What St. Patrick's Day should really mean

| No TrackBacks
     Today is a day when Capital Hill offices empty out early  as federal employees trek to familiar  pubs, the Chicago River runs  green, and the thousands of Long Island fire fighters and school children descend upon Manhattan to celebrate St. Patrick' Day.

  
      Yesterday, members  of Trump's inner circle, including V.P. Pence, Sean Spicer, Kellyanne Conway and Steve Bannon, joined House Speaker Paul Ryan and others who  claim Irish heritage to welcome Enda Kenny, the Irish taoiseach (prime minster) to the White House.

    Their presence in the Trump administration and in the GOP causes one to wonder what these descendants of  Éirinn have in common with their  ancestors?

    I grew up in an Irish Catholic household in the Hyde Park neighborhood of Boston with four sisters and a brother. I was the first in my family privileged to attend a university.

     My mother was a home- maker with a grammar school education. My father also had only a grammar school education.

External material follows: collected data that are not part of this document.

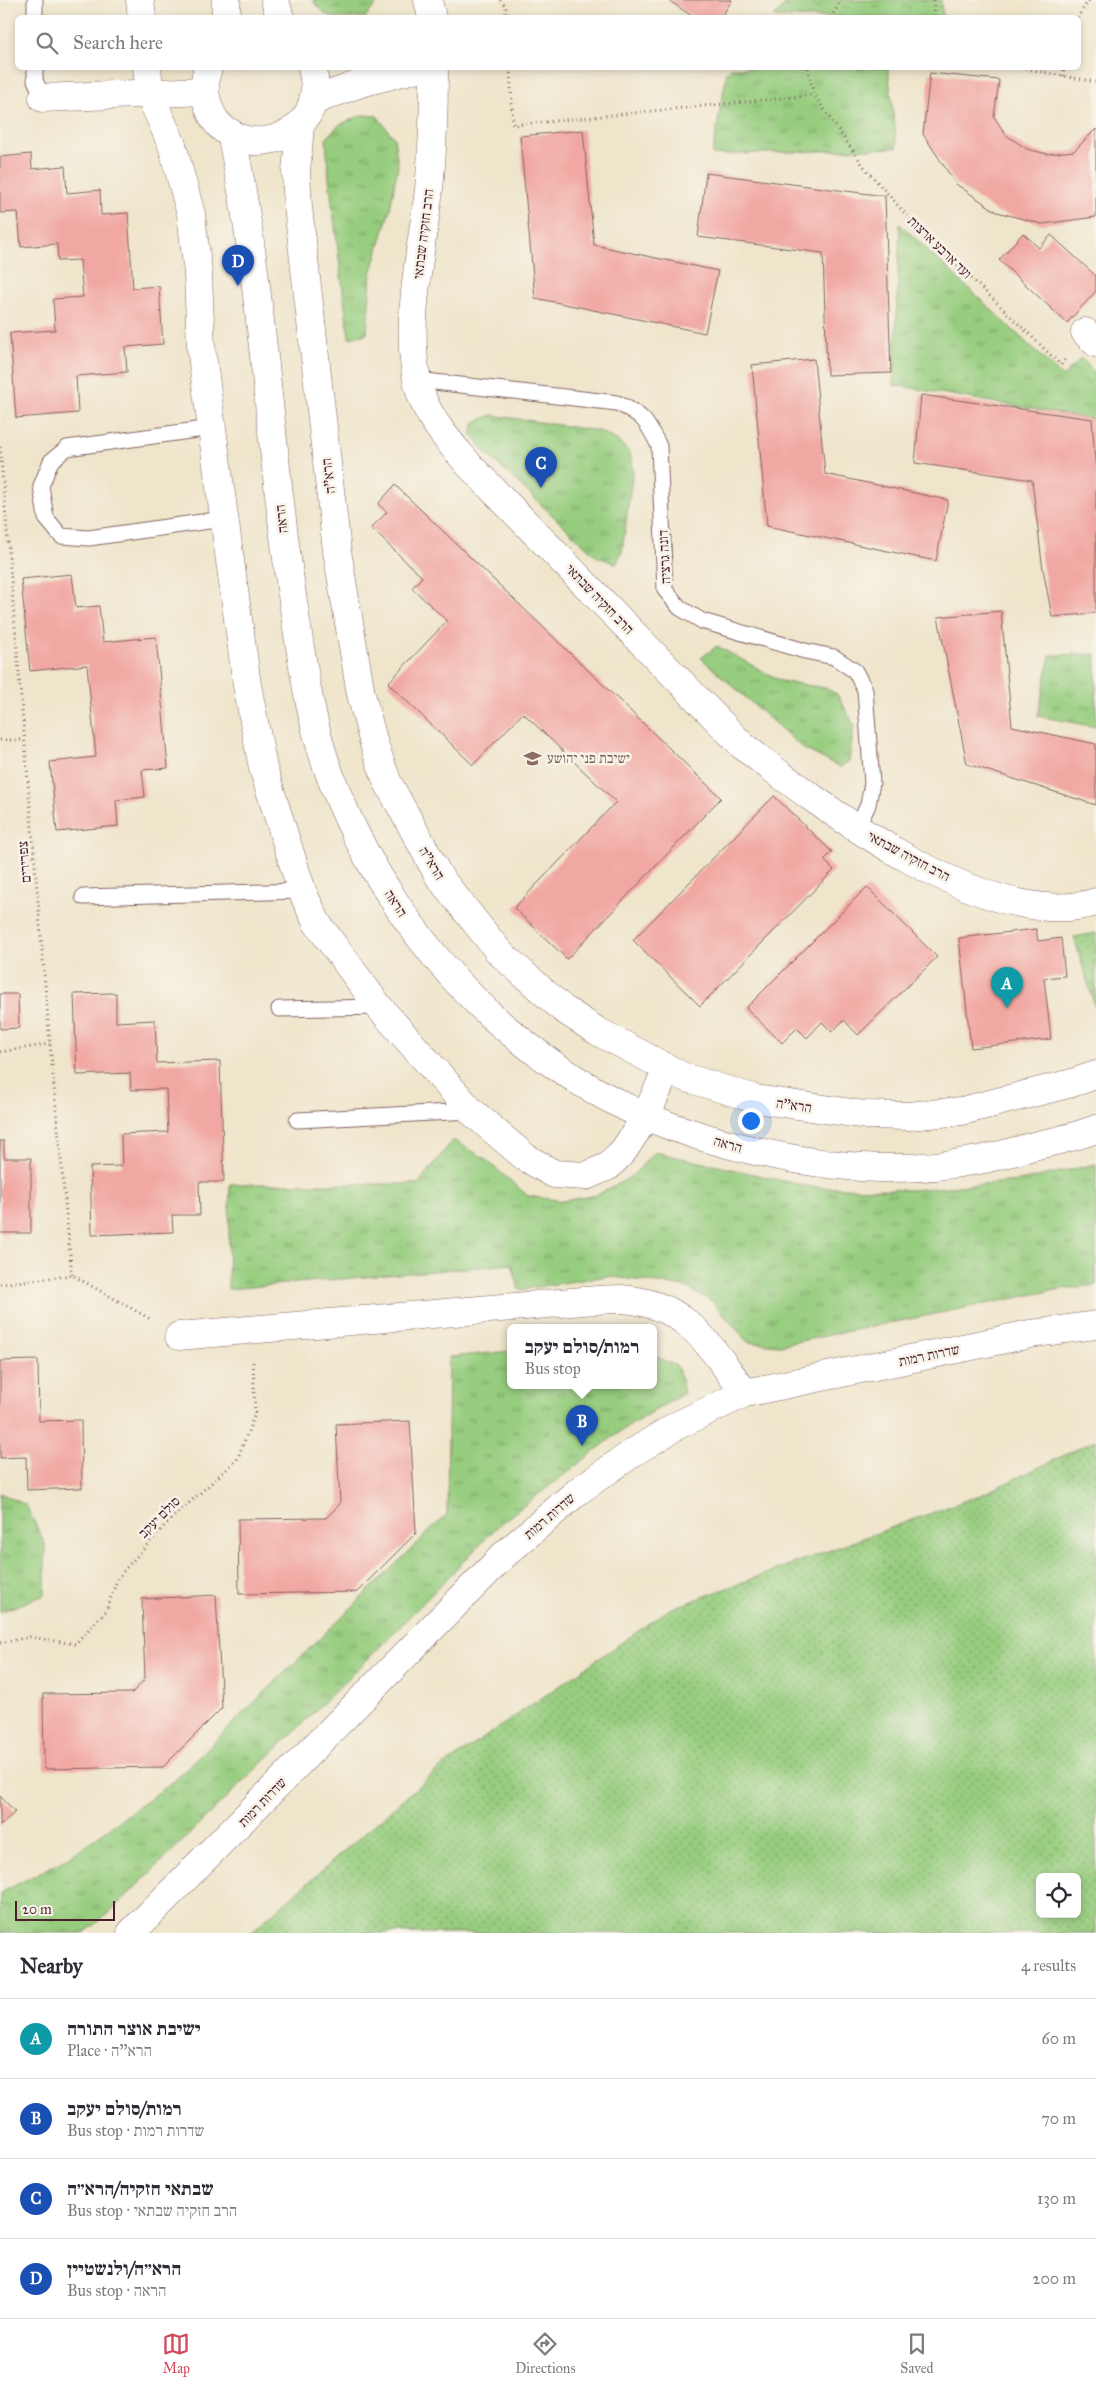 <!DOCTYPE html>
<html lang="en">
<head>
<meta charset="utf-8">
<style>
  :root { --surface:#fff; --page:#f7f7f7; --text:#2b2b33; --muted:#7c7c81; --line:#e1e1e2; --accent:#d1495b }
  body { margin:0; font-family:"IM FELL Great Primer","Frank Ruhl Libre",serif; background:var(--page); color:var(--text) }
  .controls { position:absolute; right:15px; bottom:15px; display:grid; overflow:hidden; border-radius:8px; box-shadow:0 2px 8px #0003 }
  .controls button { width:45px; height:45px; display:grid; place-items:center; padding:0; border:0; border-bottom:1px solid var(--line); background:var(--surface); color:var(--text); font:25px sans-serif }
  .scale { position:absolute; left:15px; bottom:12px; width:100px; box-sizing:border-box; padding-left:5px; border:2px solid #4a1f2b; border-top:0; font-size:14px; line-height:18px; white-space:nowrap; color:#4a1f2b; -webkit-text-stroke:4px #f7f3e8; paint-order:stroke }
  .you { position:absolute; left:750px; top:1120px; width:18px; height:18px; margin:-12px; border:4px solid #fff; border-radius:50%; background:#1a73e8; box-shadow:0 0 0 8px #1a73e833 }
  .badge { display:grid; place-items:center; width:32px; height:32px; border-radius:50%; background:var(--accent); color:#fff; font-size:16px; font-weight:700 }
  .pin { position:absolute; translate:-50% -41px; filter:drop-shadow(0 1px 2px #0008) }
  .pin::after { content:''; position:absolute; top:26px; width:18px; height:15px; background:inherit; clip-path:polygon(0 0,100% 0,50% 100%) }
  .popup { position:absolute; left:507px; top:1324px; width:150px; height:65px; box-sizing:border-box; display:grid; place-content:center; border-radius:8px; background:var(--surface); filter:drop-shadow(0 1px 4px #0005); font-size:16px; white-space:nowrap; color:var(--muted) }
  .popup b { font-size:19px; color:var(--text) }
  .popup::after { content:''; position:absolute; left:50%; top:100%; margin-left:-10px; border:10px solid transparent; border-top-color:var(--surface) }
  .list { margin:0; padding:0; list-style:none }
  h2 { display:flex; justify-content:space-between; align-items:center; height:65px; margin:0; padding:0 20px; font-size:21px }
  h2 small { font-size:16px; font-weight:400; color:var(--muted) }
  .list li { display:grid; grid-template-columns:32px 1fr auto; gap:15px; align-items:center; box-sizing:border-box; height:80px; padding:0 20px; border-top:1px solid var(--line) }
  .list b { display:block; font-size:19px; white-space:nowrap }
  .list p { margin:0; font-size:16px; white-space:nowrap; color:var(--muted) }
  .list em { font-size:16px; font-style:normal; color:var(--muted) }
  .icon { flex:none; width:28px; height:28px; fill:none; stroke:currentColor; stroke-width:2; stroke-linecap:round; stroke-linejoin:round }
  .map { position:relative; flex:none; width:1096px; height:1933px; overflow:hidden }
  .search { position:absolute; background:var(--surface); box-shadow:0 2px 8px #0003; left:15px; right:15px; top:15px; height:55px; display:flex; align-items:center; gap:12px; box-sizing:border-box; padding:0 18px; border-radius:8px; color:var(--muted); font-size:19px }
  .sheet { height:385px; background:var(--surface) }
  nav { display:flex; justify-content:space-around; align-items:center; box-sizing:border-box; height:70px; border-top:1px solid var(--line); background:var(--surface); font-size:14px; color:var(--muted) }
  nav a { display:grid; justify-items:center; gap:2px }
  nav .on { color:var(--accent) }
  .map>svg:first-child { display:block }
  .grass { fill:url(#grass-dots); stroke:#707655; fill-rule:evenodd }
  .park { fill:url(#park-tufts); stroke:#707655 }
  .building { fill:#f1a7a2 }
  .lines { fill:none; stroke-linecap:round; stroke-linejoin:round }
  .lane-casing { stroke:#846463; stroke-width:17 }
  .street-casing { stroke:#846463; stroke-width:29 }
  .secondary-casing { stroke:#846463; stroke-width:29 }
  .path { stroke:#846463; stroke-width:3; stroke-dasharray:1 4; stroke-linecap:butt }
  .lane { stroke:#fff; stroke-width:15 }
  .street { stroke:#fff; stroke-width:28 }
  .secondary { stroke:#fff; stroke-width:28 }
  .labels { text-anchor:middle; stroke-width:5; stroke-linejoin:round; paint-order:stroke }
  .street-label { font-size:14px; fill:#4a1f2b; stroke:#f7f3e8 }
  .education-label { font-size:14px; fill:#785e54; stroke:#f7f3e8; text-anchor:start }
</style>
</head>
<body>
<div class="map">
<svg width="1096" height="1933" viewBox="0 0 1096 1933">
  <defs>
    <pattern id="grass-dots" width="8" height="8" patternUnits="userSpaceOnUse" patternTransform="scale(1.25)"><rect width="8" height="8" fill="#97cd7f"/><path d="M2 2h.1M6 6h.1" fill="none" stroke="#7da668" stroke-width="1.8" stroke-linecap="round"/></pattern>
    <pattern id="park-tufts" width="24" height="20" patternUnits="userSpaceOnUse" patternTransform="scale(1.25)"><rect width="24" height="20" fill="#97cd7f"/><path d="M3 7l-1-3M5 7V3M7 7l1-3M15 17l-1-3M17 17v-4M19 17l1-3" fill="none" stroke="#7da668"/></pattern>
  </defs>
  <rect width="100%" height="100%" fill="#f7f3e8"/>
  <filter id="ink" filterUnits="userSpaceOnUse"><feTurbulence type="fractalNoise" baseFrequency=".02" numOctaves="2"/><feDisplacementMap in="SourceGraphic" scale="10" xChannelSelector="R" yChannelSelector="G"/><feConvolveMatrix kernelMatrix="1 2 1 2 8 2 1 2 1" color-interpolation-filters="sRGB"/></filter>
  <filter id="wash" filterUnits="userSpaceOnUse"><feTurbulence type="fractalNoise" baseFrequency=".0096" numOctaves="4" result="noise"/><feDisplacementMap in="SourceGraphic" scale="20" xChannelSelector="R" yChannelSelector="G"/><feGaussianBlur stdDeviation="1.12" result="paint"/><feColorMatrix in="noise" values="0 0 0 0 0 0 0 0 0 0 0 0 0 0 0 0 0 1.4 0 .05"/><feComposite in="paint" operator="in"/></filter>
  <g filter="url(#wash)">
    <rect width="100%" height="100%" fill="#efe5cb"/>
    <!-- grass -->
    <g class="grass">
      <path d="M1096 933V1010L1074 937Z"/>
      <path d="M1096 1440V1933H250L436 1771 670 1609 983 1494ZM1040 1877H1077V1914H1040Z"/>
    </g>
    <!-- park -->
    <g class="park">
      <path d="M313 0H379L366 17C343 18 326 23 313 0Z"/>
      <path d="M789 0H941L943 17H774Z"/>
      <path d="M731 68H888L897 148 712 155 727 72Z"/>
      <path d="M362 115 377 116 394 138 398 166 390 209 371 274 367 334 349 338 329 179 326 139 339 125Z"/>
      <path d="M900 224 1063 377 1081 358 1096 374V420L894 385Z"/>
      <path d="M492 415 599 431 618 441 630 453 633 470 622 552 616 564 596 556 486 453 471 434 475 422Z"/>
      <path d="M717 646 781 681 825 688 837 694 854 725 849 761 840 767 804 749 701 658Z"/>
      <path d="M1096 654V727L1038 716 1050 655Z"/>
      <path d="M453 1140 484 1158 528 1196 563 1201 597 1195 632 1176 655 1152 811 1187 911 1190 1019 1181 1096 1164V1285L1055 1290 780 1345 748 1342 712 1301 686 1287 607 1276 519 1290 512 1264 228 1289 230 1184H418Z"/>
      <path d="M511 1351V1385H653V1355L678 1367 684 1393 621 1431 501 1523 363 1664 110 1912 84 1933H0V1893L68 1858 174 1781 447 1514 449 1357Z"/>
      <path d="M0 1493 26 1505 45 1544V1595L0 1612Z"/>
    </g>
    <g id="blocks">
      <!-- building -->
      <g class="building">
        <path d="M668 0H732L721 18H695Z"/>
        <path d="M930 73 999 80 994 117 1006 135 1027 149 1047 154 1074 151 1096 129V217L1042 224 997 212 956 184 923 134Z"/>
        <path d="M583 130 594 245 718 271 705 333 535 298 520 136Z"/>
        <path d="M31 154 32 169 65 166 67 193 100 190 101 215 128 213 133 288 159 286 163 344 125 347 127 372 76 376 78 413 16 418 10 333 55 330 53 299 83 297 80 260 58 261 57 244 21 247 18 212 0 213V157Z"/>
        <path d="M706 173 885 196 891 373 827 375 823 253 698 237Z"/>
        <path d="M1023 233 1039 248 1051 235 1096 276V291L1067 323 999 260Z"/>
        <path d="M814 359 825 474 948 500 936 561 767 526 752 365Z"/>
        <path d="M921 395 1092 419 1096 476V613L1052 617 1042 563 1032 480 915 463Z"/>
        <path d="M395 485 721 798 567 959 514 908 616 802 523 713 473 765 388 683 447 621 412 588 422 577 371 528 387 512 378 504Z"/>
        <path d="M72 574 76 608 99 606 103 642 156 637 168 768 142 770 145 797 116 800 118 826 57 832 50 762 96 757 87 665 30 671 21 579Z"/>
        <path d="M1001 611 1012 726 1096 744V805L967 764 938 617Z"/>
        <path d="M774 796 832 852 824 860 834 870 700 1006 633 940Z"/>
        <path d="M867 887 937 957 858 1035 844 1020 832 1032 822 1022 807 1038 797 1028 782 1043 746 1008Z"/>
        <path d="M1036 929 1038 941 1061 938 1065 976 1044 978 1051 1039 971 1048 959 938Z"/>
        <path d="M116 993V1022L155 1020 157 1063 220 1061 224 1182H199L200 1215H172L173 1232 92 1235 90 1167 122 1166 121 1134 168 1132 166 1089 131 1090 130 1073 77 1075 74 994Z"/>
        <path d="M0 994H18L19 1028 0 1029Z"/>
        <path d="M0 1141H4V1158H31V1233H0Z"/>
        <path d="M38 1360 39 1421 81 1420 82 1488 27 1490 26 1457 0 1458V1361Z"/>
        <path d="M410 1421 416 1533 357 1592 239 1594 238 1519 326 1518 340 1504 336 1424Z"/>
        <path d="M216 1595 222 1708 163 1767 44 1769 43 1694 132 1693 145 1679 142 1599Z"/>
        <path d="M0 1796 15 1812 0 1826Z"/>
      </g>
    </g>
  </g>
  <g filter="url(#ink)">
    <use href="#blocks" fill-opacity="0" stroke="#846463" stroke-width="1"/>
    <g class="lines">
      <defs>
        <g id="lane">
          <path d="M35 18V0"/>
          <path d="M35 68V80L43 98"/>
          <path d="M417 380 617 403C643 415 646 420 659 446L665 590 680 608 702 621 805 651 834 657 855 671 865 690 872 783 868 805 857 828"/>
          <path d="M211 428 67 448 51 461 41 486 46 518 61 536 89 538 223 519"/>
          <path d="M83 897 302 891"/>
          <path d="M279 1009 379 1007"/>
          <path d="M297 1120 471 1111"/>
        </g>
        <g id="street">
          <path d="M140 0 142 18"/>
          <path d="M428 0 432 18"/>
          <path d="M147 68 150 95 172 145 191 214 198 274 201 348 247 685 263 768 302 891 317 923 379 1007 471 1111 525 1157 554 1174 586 1176 609 1166 624 1150 646 1116 667 1069"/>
          <path d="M434 68C434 108 433 148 429 189 422 249 399 345 424 402 434 426 454 447 470 466L743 746C823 808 990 935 1096 902"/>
          <path d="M43 98 205 91"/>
          <path d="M1085 332 1096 343"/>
          <path d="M179 1336 583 1301C596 1300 609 1299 621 1299 688 1303 709 1346 745 1393"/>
        </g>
        <g id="secondary">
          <path d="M275 0 280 18"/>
          <path d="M226 18V0"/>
          <path d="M208 68C204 79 204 90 207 101 222 168 333 147 312 68"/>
          <path d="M313 101 361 83 418 68"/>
          <path d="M300 125 296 172 298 207 337 551 361 694 374 744 387 781 440 878 500 953 563 1009 597 1031 684 1077 756 1099 866 1115 908 1116 962 1111 1072 1083 1096 1075"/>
          <path d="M231 133C264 289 269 450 294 608 302 660 309 714 326 764 360 862 425 959 503 1026 559 1073 626 1114 697 1135 783 1162 882 1178 972 1161 993 1158 1014 1151 1034 1146 1055 1141 1076 1137 1096 1129"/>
          <path d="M131 1933 504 1555 577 1492 634 1452 676 1426 745 1393 1030 1334 1096 1325"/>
        </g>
      </defs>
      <!-- lane casing -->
      <use href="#lane" class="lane-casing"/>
      <!-- street casing -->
      <use href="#street" class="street-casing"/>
      <!-- secondary casing -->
      <use href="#secondary" class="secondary-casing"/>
      <!-- path -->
      <g class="path">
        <path d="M500 0 506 6V18"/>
        <path d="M934 0 935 18"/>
        <path d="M831 18 841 0"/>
        <path d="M1077 18 1089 0"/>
        <path d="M510 68 513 125 814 95"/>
        <path d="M808 68 814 95 865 168 908 217 1061 365 1066 358"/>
        <path d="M1021 68 1096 82"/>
        <path d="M1063 76 1064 68"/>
        <path d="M0 447 50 1044 72 1275"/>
        <path d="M0 740H25"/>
        <path d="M0 1052 50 1044"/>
        <path d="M0 1284 72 1275 152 1320"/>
        <path d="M0 1643 30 1637 75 1644 106 1611 118 1577 169 1521 237 1460 255 1414 253 1360"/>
      </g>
      <!-- lane -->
      <use href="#lane" class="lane"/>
      <!-- street -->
      <use href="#street" class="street"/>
      <!-- secondary -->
      <use href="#secondary" class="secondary"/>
    </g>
  </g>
  <!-- icons -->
  <defs>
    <symbol id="school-bare" viewBox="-9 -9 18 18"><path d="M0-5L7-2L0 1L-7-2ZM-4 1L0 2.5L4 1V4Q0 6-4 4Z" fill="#8d6e63" stroke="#f7f3e8" stroke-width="2.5" paint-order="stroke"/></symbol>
  </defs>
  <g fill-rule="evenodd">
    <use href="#school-bare" x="520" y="746" width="25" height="25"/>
  </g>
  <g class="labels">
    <!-- street labels -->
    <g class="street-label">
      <text transform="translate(423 234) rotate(-83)" y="5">הרב חזקיה שבתאי</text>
      <text transform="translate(940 247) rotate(44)" y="5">ועד ארבע ארצות</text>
      <text transform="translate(328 476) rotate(-97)" y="5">הרא''ה</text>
      <text transform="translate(281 519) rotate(-96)" y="5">הראה</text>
      <text transform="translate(664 557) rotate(-93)" y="5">דונה גרציה</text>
      <text transform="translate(600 599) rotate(46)" y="5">הרב חזקיה שבתאי</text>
      <text transform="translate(909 856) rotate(28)" y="5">הרב חזקיה שבתאי</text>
      <text transform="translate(24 862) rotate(-95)" y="5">צפרירים</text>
      <text transform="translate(432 863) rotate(59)" y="5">הרא''ה</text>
      <text transform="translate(396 903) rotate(57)" y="5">הראה</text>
      <text transform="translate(794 1105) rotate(8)" y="5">הרא''ה</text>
      <text transform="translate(728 1144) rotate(16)" y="5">הראה</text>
      <text transform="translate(929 1355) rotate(-12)" y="5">שדרות רמות</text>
      <text transform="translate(549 1516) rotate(-41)" y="5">שדרות רמות</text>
      <text transform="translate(159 1517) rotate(-45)" y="5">סולם יעקב</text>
      <text transform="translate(262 1802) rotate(-46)" y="5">שדרות רמות</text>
    </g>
    <!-- education labels -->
    <g class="education-label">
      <text x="547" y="763">ישיבת פני יהושע</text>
    </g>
  </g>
</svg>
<div class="controls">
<button><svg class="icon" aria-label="locate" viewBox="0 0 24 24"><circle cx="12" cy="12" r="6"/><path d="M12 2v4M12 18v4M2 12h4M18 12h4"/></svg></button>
</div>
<div class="scale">20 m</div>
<div class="you"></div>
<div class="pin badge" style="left:1007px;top:1008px;background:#0f9aa8">A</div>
<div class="pin badge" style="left:582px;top:1446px;background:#1a4fb4">B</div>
<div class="popup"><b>רמות/סולם יעקב</b>Bus stop</div>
<div class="pin badge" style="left:541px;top:488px;background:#1a4fb4">C</div>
<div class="pin badge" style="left:238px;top:286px;background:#1a4fb4">D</div>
<div class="search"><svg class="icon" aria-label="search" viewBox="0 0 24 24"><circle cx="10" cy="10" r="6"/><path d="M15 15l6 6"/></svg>Search here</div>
</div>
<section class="sheet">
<h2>Nearby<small>4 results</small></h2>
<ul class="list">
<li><span class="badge" style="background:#0f9aa8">A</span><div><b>ישיבת אוצר התורה</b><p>Place · הרא''ה</p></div><em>60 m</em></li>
<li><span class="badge" style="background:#1a4fb4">B</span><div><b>רמות/סולם יעקב</b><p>Bus stop · שדרות רמות</p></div><em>70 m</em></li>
<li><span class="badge" style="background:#1a4fb4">C</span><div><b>שבתאי חזקיה/הרא״ה</b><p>Bus stop · הרב חזקיה שבתאי</p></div><em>130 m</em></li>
<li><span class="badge" style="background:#1a4fb4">D</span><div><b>הרא״ה/ולנשטיין</b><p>Bus stop · הראה</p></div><em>200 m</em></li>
</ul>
</section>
<nav>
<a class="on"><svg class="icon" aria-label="map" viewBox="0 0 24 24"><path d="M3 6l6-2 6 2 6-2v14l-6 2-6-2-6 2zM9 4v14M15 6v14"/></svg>Map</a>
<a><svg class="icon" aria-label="directions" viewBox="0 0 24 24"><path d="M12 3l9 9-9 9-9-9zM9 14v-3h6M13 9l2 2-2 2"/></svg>Directions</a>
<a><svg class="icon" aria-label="saved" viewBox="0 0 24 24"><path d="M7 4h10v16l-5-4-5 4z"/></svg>Saved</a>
</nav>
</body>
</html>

Both sets of their parents had emigrated from Galway, Cork, and Roscommon.  For decades my father patrolled the streets of South Boston as a beat cop. He was always thankful to have a modest-paying job as a public servant because of his experiences and those of his family during the Great Depression.

    My father also always remembered what it was like in the early 1920s when, as a worker in  non-union factory, his boss ordered him and other Irish-American employees to participate in a torch-light parade for Warren Harding. He also remembered the indignities that his parents and friends had suffered as Irish immigrants.

         I never heard my mother or father utter a bad word about any immigrants from any other country. In addition, because they remembered their roots and from wence they came,  they did  not look down upon the poor  or other minorities or ascribe their misfortune to personal failings. They remembered the entreaty of the gospel according to  Luke, "To whom much is given, much is expected in return."

    After his brother  and a sister died prematurely, my father purchased a separate house on Rexford Avenue in Mattapan and placed his two nieces and a nephew along with his parents in that house. He supported his second family by working extra details as a policeman  for over two decades.

    My mother was one of eleven children. One of her sisters, Helen McNiff, was a seminal influence in my life. Aunt Nellie had suffered enormous adversity in her life but somehow she always remained an optimist. Her favorite comment was, "Sit down and have a cup of tea and everything will feel better." Nellie suffered privation but, because of the New Deal was able to eke out an existence on Social Security widow's payments and through public employment as a cleaning  women in the court houses of Suffolk county. Nellie was the one who constantly reminded me that  all true sons and daughters of Ireland could only be true to their heritage by their  shared commitment to social justice.

        My father and mother and Aunt Nellie were lifelong Democrats and Catholics.  They revered Franklin Roosevelt, John Kennedy and Pope John XIII. The message of inclusion and optimism that each of these three leaders exuded persuaded them that their children's futures would be  brighter and better than the lives they enjoyed. In their own, unschooled ways, my parents and my aunt understood that there was something profoundly wrong about greed and the needless accumulation of ever more possessions. They were also skeptical of all of those politicians, including  Ronald Reagan, who suggested that government was the problem, not an unregulated market economy that emphasized  individual short-term interests no matter how detrimental to the social fabric.

      As descendants of the Irish diaspora, my parents and my Aunt Nellie never lost their conviction that collective action could make our country and the word a better place and that the celebration of solitary acts would do little to promote the public interest. In short, they understood that we are all in this together.

    That is the true message of St. Patrick's Day.